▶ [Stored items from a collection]
--------

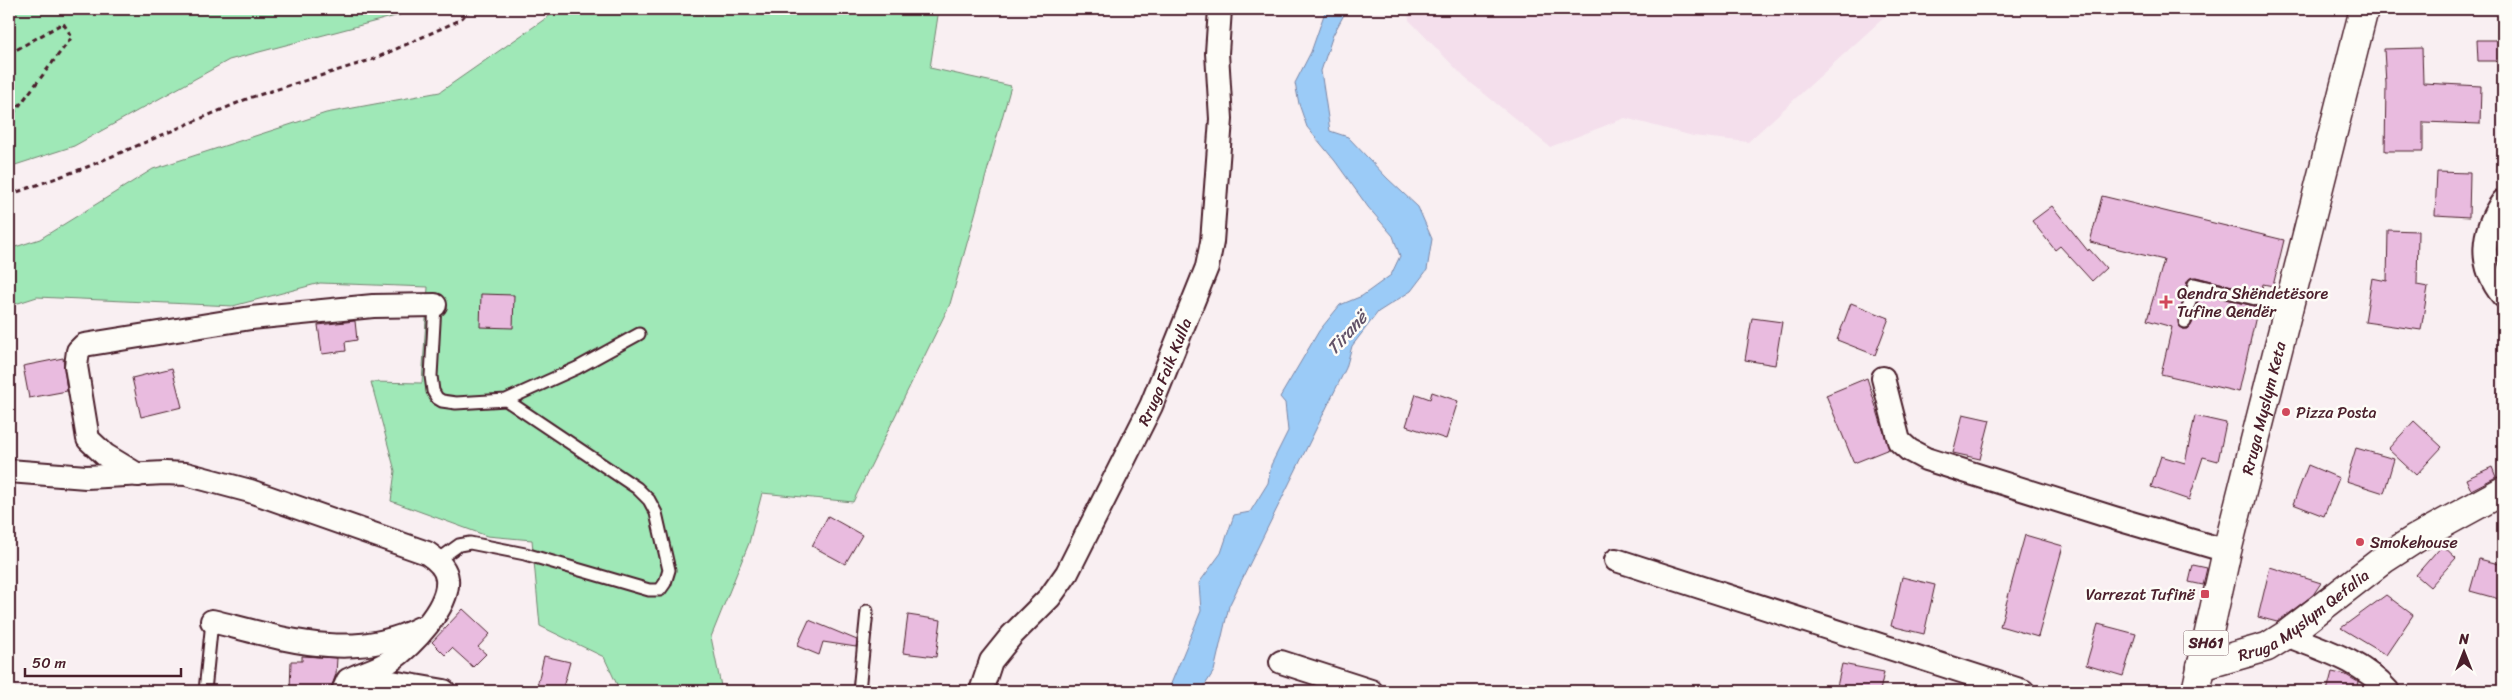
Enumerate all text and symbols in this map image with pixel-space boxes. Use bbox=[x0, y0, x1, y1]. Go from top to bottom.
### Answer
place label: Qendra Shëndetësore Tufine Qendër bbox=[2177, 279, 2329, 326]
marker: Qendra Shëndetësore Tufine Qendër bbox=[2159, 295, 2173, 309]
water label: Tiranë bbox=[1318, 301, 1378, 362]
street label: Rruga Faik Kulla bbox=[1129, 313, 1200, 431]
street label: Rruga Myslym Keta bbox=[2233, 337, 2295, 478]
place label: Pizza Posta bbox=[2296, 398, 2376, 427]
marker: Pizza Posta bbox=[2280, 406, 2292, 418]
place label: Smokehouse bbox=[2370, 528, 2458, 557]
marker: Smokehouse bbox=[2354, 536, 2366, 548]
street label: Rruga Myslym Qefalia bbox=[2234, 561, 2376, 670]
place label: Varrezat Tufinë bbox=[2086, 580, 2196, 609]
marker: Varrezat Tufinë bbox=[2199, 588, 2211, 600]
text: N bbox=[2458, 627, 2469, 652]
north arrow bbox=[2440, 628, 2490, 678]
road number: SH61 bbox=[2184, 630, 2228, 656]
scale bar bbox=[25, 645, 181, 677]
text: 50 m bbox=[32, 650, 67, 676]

--------

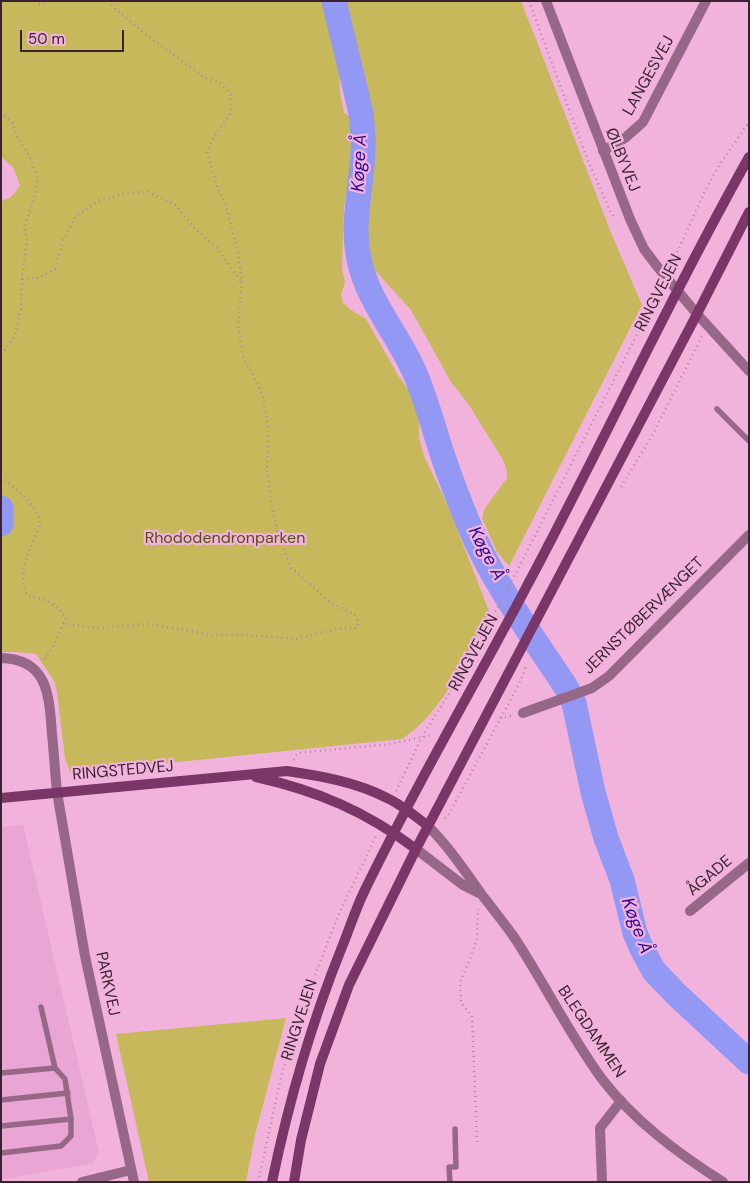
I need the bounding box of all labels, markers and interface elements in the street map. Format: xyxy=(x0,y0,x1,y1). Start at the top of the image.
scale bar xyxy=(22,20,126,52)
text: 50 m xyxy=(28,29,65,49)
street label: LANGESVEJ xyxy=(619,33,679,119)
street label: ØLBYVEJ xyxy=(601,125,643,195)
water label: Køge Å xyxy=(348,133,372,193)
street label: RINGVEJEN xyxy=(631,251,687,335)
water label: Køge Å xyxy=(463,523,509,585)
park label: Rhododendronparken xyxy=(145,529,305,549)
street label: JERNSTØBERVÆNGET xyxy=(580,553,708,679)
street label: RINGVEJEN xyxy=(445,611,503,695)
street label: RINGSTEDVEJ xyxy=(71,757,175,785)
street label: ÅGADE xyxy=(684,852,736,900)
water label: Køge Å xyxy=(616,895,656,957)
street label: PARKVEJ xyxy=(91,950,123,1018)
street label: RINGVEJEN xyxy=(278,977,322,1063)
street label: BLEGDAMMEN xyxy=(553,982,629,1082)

--------

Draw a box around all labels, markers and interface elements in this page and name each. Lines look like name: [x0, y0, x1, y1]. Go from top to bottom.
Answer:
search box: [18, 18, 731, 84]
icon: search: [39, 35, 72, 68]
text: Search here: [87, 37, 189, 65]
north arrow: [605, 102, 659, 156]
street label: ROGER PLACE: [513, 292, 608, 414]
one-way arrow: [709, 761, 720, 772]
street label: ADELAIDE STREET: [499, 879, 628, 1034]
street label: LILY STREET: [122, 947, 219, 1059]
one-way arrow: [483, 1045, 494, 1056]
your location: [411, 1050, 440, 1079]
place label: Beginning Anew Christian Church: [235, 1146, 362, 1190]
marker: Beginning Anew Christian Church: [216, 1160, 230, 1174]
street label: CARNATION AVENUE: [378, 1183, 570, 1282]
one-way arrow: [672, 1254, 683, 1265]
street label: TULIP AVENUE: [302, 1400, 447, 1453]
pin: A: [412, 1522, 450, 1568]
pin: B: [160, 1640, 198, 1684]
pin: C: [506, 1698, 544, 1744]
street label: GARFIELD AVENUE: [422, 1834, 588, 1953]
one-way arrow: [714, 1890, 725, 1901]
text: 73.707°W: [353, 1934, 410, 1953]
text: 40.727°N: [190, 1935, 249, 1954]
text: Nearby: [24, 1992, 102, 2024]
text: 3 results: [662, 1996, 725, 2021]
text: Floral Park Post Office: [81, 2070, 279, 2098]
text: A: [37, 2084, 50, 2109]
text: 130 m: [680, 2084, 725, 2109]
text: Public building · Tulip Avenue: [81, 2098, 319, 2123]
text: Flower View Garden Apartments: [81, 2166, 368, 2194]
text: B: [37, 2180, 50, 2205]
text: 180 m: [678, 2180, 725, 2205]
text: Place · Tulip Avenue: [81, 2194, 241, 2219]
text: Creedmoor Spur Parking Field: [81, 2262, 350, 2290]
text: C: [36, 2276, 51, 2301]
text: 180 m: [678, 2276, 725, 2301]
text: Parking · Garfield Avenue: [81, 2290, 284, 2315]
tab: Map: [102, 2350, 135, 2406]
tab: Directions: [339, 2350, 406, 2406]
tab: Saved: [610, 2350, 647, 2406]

--------

▶ [EXERCISE DIRECTIONS]
Using the records above, find and show each line with the string "bottom".

▶ [RESULT]
Enumerate all text and symbols in this map image with pixel-space boxes. Use bbox=[x0, y0, x1, y1]. Go from top to bottom.
Draw a box around all labels, markers and interface elements in this page and name each. Lines look like name: [x0, y0, x1, y1]. Go from top to bottom.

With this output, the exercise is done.